> [Stored items]:
· · · · · · ·

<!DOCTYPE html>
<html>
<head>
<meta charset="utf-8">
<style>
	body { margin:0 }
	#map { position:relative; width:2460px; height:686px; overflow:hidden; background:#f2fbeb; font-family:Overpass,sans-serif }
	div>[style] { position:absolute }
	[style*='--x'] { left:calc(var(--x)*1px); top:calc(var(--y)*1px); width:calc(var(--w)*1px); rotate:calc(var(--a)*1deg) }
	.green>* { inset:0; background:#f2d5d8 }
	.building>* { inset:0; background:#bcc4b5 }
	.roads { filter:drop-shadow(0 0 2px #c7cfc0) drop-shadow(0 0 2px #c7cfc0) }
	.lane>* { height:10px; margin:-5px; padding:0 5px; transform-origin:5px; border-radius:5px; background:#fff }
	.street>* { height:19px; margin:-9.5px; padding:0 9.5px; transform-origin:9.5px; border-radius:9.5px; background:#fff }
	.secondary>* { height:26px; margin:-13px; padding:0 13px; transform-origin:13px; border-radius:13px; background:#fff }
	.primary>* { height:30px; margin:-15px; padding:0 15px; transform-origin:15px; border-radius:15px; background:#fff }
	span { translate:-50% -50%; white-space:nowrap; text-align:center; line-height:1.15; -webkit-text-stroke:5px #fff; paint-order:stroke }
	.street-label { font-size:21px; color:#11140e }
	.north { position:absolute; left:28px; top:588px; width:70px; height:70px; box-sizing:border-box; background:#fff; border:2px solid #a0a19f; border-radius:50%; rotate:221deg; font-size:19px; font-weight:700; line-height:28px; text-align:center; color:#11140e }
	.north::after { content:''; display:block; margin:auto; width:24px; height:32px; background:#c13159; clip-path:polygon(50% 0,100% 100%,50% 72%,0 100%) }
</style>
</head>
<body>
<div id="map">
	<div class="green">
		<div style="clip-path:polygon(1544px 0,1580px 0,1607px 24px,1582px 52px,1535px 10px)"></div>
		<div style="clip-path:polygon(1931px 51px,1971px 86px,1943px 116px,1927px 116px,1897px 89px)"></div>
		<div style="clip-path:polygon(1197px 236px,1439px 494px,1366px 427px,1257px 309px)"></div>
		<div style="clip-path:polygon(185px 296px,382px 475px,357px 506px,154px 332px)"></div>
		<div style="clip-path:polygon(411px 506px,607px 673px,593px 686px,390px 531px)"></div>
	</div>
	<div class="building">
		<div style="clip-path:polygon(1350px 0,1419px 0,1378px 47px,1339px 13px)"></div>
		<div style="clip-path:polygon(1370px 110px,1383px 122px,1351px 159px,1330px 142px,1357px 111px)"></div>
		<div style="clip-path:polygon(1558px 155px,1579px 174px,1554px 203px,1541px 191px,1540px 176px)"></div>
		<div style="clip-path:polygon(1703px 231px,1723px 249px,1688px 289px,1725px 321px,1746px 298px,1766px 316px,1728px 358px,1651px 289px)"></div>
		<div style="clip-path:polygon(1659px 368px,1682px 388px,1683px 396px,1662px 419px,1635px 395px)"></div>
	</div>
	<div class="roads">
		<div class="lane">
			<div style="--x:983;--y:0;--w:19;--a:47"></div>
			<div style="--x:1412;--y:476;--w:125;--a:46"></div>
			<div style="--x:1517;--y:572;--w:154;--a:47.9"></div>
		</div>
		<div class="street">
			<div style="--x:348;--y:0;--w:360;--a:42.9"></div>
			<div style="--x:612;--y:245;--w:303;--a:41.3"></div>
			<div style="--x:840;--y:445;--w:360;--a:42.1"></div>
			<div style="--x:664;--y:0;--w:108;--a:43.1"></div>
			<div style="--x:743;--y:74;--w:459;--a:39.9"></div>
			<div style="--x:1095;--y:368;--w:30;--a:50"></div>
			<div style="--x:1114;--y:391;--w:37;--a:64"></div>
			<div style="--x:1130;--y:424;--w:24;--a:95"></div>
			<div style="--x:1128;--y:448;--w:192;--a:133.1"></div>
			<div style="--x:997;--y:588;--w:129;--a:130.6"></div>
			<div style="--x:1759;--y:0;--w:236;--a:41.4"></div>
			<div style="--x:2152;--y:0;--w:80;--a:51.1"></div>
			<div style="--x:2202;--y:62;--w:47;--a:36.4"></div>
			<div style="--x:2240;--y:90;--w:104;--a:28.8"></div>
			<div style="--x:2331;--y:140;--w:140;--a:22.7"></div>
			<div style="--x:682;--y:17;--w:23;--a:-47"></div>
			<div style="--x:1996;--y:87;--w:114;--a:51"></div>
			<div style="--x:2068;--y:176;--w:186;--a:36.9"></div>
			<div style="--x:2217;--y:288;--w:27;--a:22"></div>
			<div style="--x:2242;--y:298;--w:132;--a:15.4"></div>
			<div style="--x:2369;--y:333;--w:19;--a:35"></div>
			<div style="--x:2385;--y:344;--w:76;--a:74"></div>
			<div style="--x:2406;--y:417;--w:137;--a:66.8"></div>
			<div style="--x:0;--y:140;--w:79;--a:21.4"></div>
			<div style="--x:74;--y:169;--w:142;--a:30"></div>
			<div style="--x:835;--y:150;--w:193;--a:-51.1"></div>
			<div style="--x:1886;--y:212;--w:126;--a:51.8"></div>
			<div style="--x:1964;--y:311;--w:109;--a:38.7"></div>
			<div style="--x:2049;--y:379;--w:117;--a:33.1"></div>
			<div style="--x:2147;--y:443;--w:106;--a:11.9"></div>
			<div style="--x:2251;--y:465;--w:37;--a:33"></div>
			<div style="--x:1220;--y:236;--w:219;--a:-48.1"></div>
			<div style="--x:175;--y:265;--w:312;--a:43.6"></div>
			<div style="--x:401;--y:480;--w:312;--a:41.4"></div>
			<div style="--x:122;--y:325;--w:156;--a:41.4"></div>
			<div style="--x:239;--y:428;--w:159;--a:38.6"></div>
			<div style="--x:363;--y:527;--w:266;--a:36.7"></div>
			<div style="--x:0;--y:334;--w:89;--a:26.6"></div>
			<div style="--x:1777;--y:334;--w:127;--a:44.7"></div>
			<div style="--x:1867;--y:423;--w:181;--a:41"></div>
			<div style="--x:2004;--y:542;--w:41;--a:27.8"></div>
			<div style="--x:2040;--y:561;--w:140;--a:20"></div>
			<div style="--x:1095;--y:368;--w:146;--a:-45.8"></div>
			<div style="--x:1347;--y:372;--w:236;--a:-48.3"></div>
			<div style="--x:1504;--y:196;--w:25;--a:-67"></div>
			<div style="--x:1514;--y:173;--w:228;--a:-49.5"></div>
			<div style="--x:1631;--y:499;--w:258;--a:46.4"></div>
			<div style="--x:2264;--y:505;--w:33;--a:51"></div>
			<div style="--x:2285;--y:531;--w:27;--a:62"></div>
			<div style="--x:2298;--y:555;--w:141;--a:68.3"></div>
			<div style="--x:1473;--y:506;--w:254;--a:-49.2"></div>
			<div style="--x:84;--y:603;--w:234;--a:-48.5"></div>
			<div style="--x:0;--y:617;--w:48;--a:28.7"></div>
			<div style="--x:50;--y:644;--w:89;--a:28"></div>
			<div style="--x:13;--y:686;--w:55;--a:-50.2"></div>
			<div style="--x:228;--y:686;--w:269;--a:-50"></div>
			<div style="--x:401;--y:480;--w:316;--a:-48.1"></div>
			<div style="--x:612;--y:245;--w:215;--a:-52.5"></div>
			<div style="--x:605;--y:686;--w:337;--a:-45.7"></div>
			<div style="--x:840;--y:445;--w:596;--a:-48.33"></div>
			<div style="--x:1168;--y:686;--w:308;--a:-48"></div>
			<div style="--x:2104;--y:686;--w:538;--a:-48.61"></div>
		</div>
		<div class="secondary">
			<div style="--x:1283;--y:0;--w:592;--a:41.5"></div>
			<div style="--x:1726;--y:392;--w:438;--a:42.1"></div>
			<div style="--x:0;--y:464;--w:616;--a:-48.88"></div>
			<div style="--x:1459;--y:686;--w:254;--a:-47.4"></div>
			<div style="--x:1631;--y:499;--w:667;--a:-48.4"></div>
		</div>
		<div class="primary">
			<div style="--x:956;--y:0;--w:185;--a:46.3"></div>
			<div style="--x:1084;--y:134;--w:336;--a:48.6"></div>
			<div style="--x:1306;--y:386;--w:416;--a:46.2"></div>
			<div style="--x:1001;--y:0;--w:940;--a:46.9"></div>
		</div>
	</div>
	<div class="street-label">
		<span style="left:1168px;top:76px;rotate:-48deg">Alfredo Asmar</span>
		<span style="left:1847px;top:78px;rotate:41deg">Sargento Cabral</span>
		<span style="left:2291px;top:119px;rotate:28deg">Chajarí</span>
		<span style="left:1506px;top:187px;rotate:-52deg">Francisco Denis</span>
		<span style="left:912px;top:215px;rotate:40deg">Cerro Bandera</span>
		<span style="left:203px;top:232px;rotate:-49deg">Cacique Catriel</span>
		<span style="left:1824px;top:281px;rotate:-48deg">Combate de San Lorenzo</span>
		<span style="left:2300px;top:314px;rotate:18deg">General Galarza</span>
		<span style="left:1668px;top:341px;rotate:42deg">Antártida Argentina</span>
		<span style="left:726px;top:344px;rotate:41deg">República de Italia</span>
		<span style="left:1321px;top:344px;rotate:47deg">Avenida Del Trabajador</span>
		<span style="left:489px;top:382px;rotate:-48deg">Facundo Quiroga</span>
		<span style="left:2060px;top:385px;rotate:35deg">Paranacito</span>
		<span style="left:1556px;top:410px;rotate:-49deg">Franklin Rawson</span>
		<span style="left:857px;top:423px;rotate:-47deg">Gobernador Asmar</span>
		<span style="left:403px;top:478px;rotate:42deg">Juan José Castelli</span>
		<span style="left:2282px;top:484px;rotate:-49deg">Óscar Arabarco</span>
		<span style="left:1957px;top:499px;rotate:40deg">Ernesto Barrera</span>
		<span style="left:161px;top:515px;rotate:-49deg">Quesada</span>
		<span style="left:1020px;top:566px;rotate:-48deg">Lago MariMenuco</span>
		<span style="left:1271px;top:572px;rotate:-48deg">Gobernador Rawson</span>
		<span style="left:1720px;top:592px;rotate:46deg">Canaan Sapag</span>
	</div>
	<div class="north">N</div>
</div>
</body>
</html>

· · · · · · ·

> [WHAT TO PRODUCE]:
Taking the line with "height:19px; margin:-9.5px; padding:0" as the first and the line with "translate:-50% -50%; white-space:nowrap;" as the last, retype that stretch of the data above exactly, with no other lines.

> [WRITTEN ANSWER]:
	.street>* { height:19px; margin:-9.5px; padding:0 9.5px; transform-origin:9.5px; border-radius:9.5px; background:#fff }
	.secondary>* { height:26px; margin:-13px; padding:0 13px; transform-origin:13px; border-radius:13px; background:#fff }
	.primary>* { height:30px; margin:-15px; padding:0 15px; transform-origin:15px; border-radius:15px; background:#fff }
	span { translate:-50% -50%; white-space:nowrap; text-align:center; line-height:1.15; -webkit-text-stroke:5px #fff; paint-order:stroke }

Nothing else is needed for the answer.